Failover goals; 1,2 and 3 device models

The goal of the network device failover support in Linux is to address the above problems. Specifically: - PT cards with MAC programming disabled need to be supported - configuration should happen automatically, with no need for userspace to make a policy decision - in particular the primary/standby pair of devices should be selected with no need for special configuration to be passed from hypervisor - support as wide a range of existing network setup tools as possible with minimal changes

Most of the design seems to fall out from the above goals in a manner that is more or less straight-forward: - design supports two devices: a standby PV device is present at all times and used by default; a primary PT device is used by preference when it's available - failover support is initialized by the PV device driver, e.g. in the case of Virtio this happens when the Virtio-net driver detects a special feature bit set by the hypervisor on the Virtio PV device - to support devices without MAC programming, both standby and primary can be simply required to be initialized (e.g. by the hypervisor) with the same MAC address - in that case, MAC address can also used by failover to locate and enslave the primary device

However, the requirement to minimize userspace changes caused a certain amount of debate about the best way to model the failover setup, with the debate centered around the number of network device structures being created and exposed to userspace. It seems worthwhile to list the options that have been debated, below:

1-device model

In a 1-device model userspace sees a single failover device at all times. At any time this device would be either the PT or the PV device. As userspace might need to configure devices differently depending on the specific driver used, a new interface would have to be introduced for kernel to report driver changes to userspace, and for userspace to detect the actual driver used. However, as long as userspace does not contain any driver-specific code, userspace tools that already work with the Virtio device seem to be guaranteed to keep working without any changes, but with a better performance.

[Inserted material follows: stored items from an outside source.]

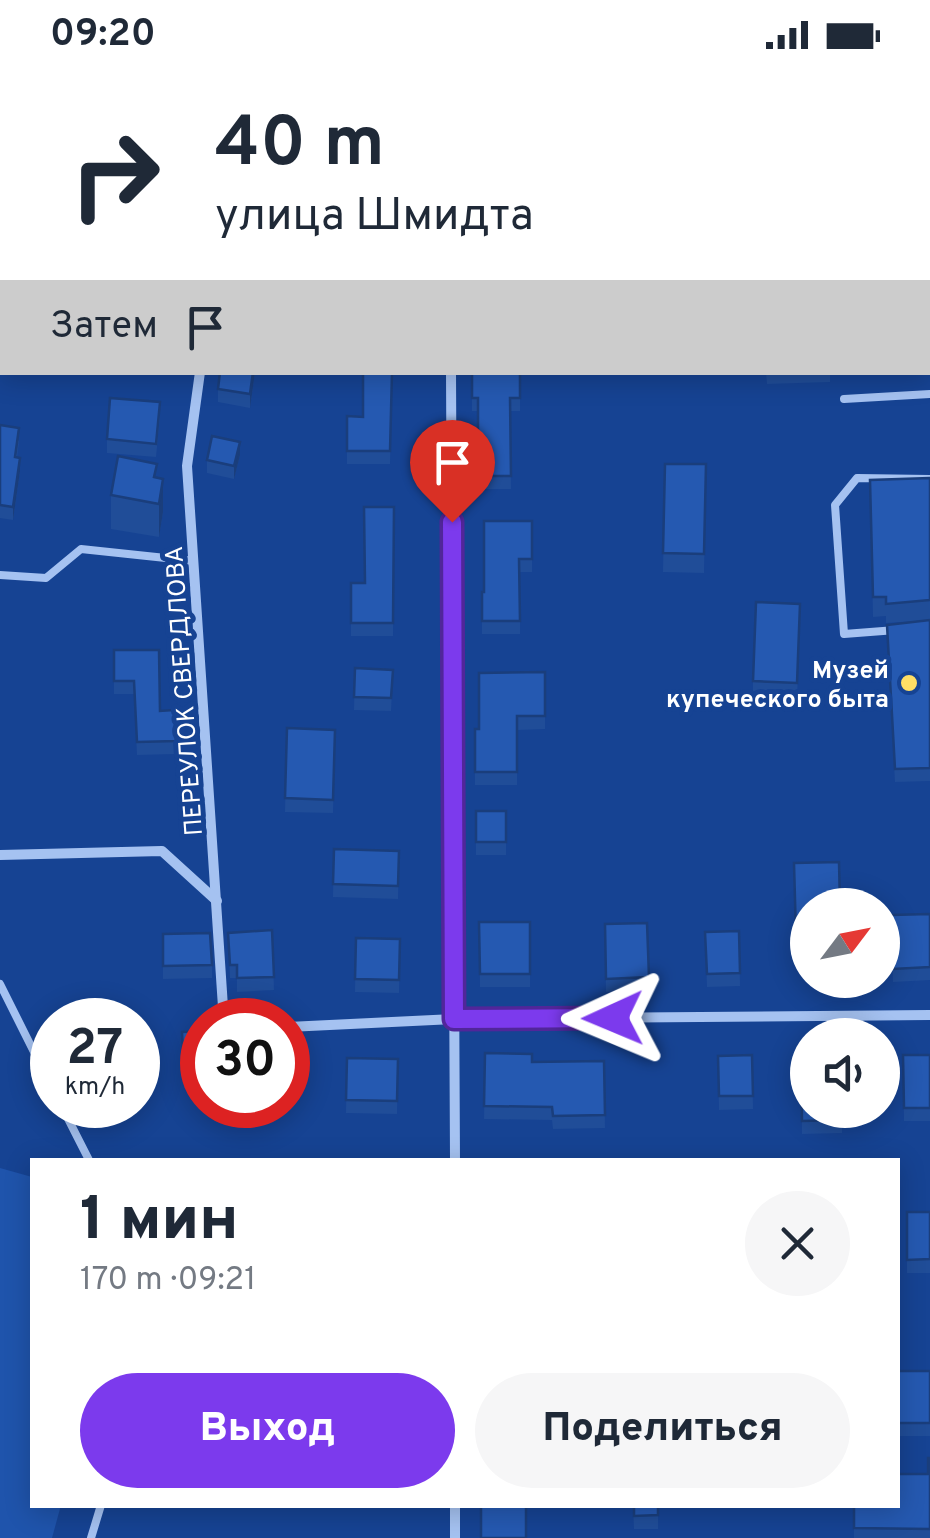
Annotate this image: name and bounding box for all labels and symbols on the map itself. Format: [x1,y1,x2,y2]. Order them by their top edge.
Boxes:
pin [410,420,495,523]
street label: ПЕРЕУЛОК СВЕРДЛОВА [160,545,212,837]
place label: Музей купеческого быта [666,656,889,717]
marker: Музей купеческого быта [898,672,920,694]
north arrow [790,888,900,998]
position arrow [561,966,665,1070]
speed limit sign: 30 [180,998,310,1128]

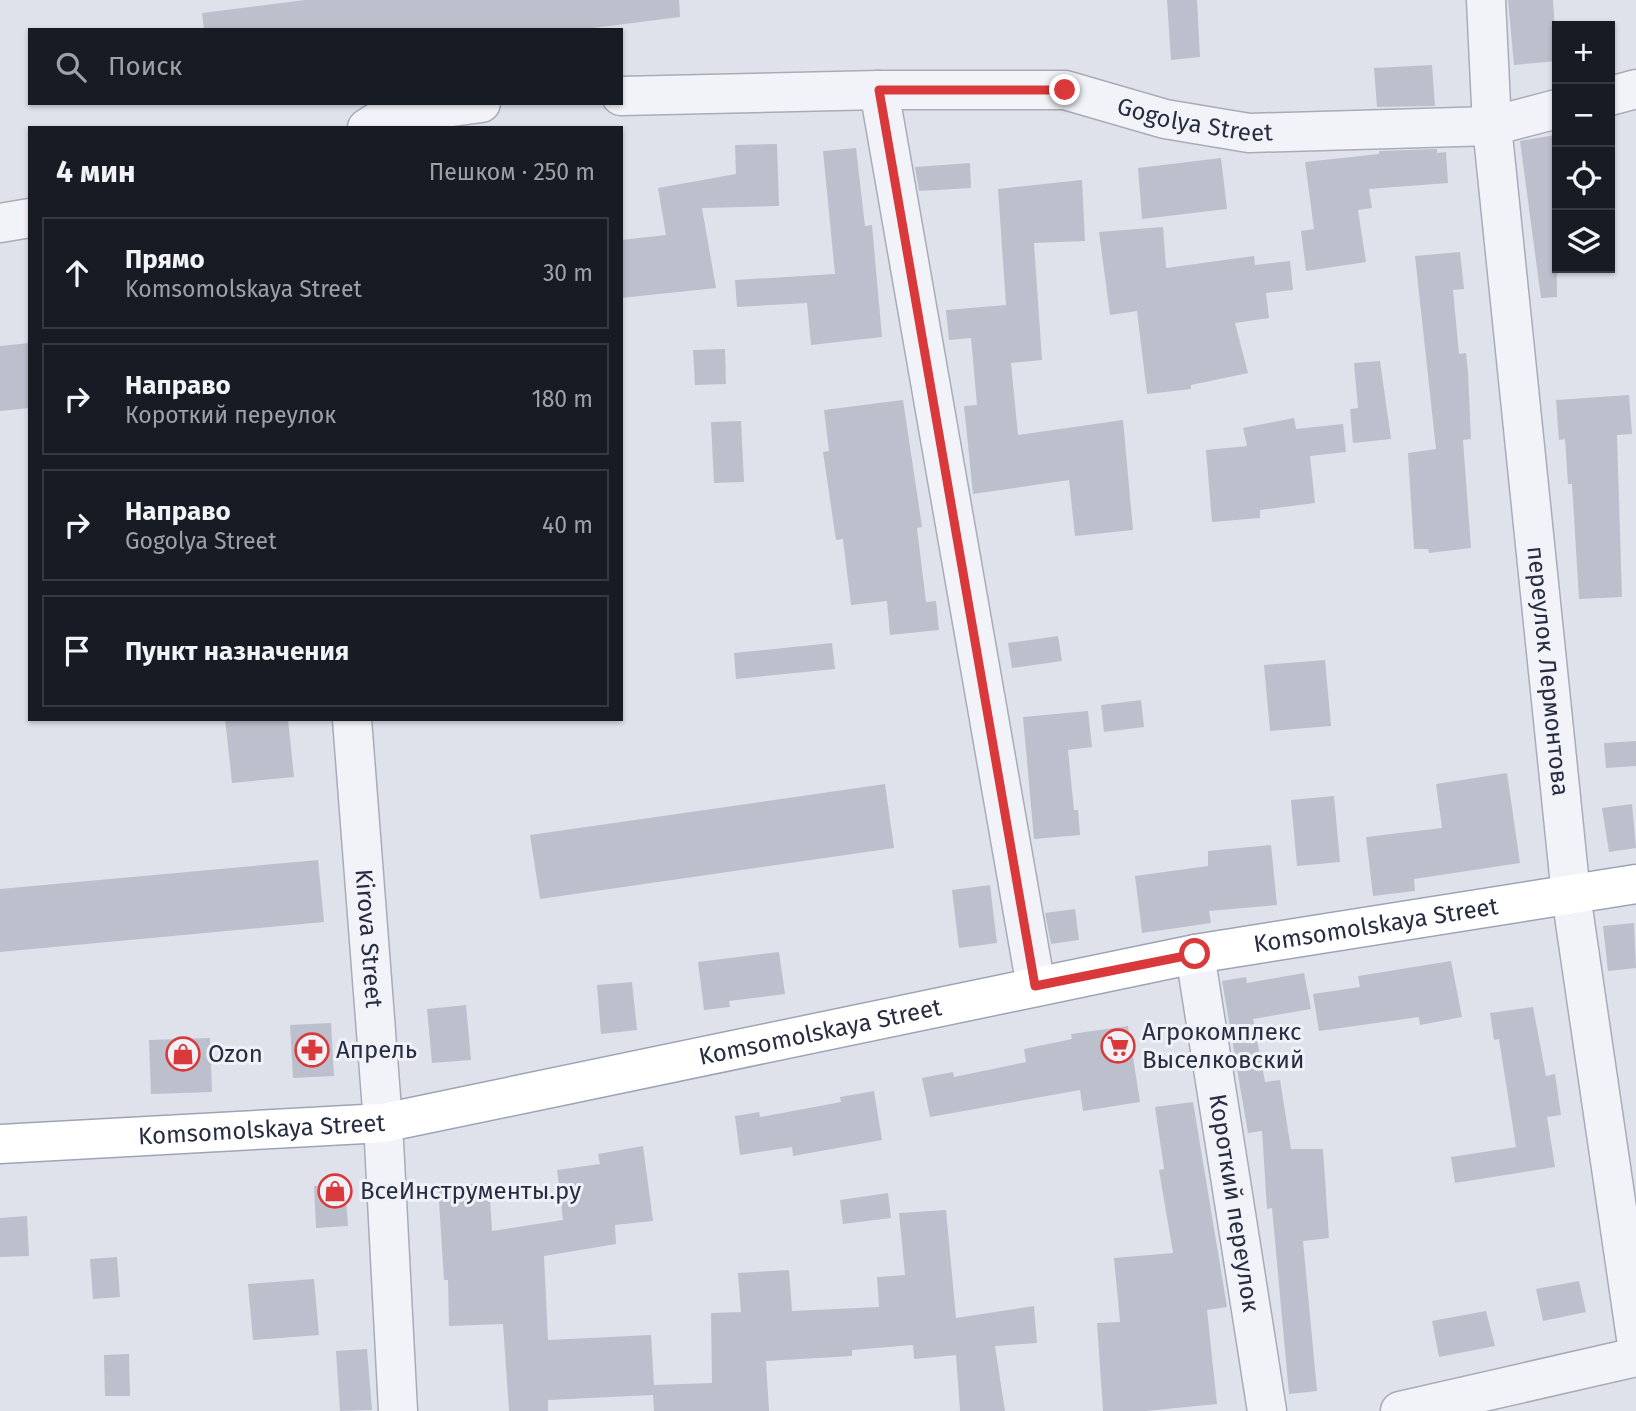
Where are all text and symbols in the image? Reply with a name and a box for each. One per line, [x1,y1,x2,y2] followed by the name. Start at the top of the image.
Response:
[1552,21,1615,273] map controls
[1552,21,1615,84] button: +
[28,28,623,105] search box
[52,48,90,86] icon: search
[108,51,182,82] text: Поиск
[1049,74,1080,105] route end
[1552,84,1615,147] button: −
[1114,92,1273,147] street label: Gogolya Street
[1552,147,1615,210] button: locate
[56,154,136,190] text: 4 мин
[429,158,595,186] text: Пешком · 250 m
[1552,210,1615,273] button: layers
[125,244,205,275] text: Прямо
[58,254,96,292] icon: ahead
[543,259,593,287] text: 30 m
[125,275,362,303] text: Komsomolskaya Street
[125,370,231,401] text: Направо
[58,380,96,418] icon: right
[532,385,593,413] text: 180 m
[125,401,336,429] text: Короткий переулок
[125,496,231,527] text: Направо
[58,506,96,544] icon: right
[542,511,593,539] text: 40 m
[125,527,276,555] text: Gogolya Street
[1521,545,1575,797] street label: переулок Лермонтова
[58,632,96,670] icon: arrive
[125,636,349,667] text: Пункт назначения
[350,868,388,1009] street label: Kirova Street
[1251,892,1500,959] street label: Komsomolskaya Street
[1179,938,1210,969] route start
[696,993,944,1071] street label: Komsomolskaya Street
[1142,1018,1304,1074] place label: Агрокомплекс Выселковский
[1099,1027,1137,1065] supermarket icon: Агрокомплекс Выселковский
[293,1031,331,1069] pharmacy icon: Апрель
[164,1035,202,1073] shop icon: Ozon
[336,1036,417,1064] place label: Апрель
[208,1040,263,1068] place label: Ozon
[1203,1092,1265,1314] street label: Короткий переулок
[137,1109,386,1150] street label: Komsomolskaya Street
[316,1172,354,1210] shop icon: ВсеИнструменты.ру
[360,1177,581,1205] place label: ВсеИнструменты.ру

To best of author's knowledge, no actual code supporting this mode has ever been posted.

2-device model

In a 2-device model, the standby and primary devices are exposed to userspace as two network devices. The devices aren't independent: primary device is a slave and standby is the master in that when primary is present, standby device forwards outgoing packets for transmission on the primary device.

PT driver discovery and device specific configuration can happen on the slave interface using standard device discovery interfaces.

Both portable configuration affecting both PV and PT devices (such as interface MTU) and the configuration that is specific to the PV device will happen on the master interface.

The 2-device model is used by the netvsc driver in Linux. It has been used in production for a number of years with no significant issues reported. However, it diverges from the model used by the bond driver, and the combination of PV-specific and portable configuration on the master device was seen by some developers as confusing.

3-device model

The 3-device model basically follows bond: a master failoverdevice forwards packets to either the primary or the standbyslaves, depending on the primary's availability.

Failover device maintains portable configuration, primary and standby can each have its own driver-specific configuration.

This model is used by the net_failover driverwhich has been present in Linux since version 4.17. This model isn't transparent to userspace: for example, presence of at least two devices (failover master and primary slave) at all times seems to confuse some userspace tools such as dracut, udev, initramfs-tools, cloud-init. Most of these tools have since been updated to check the slave flag of each interface and ignore interfaces where it is set.

3-device model with hidden slaves

It is possible that the compatibility of the 3-device model with existing userspace can be improved by somehow hiding the slave devices from most legacy userspace tools, unless they explicitly ask for them.

For example it could be possible to somehow move them to some kind of special network namespace. No patches to implement this idea have been posted so far.

Hypervisor failover support

At the time of this article writing, support for virtual network device failover in the QEMU/KVM hypervisor is still being worked upon. This work uncovered a surprising number of subtle issues some of which will be covered below.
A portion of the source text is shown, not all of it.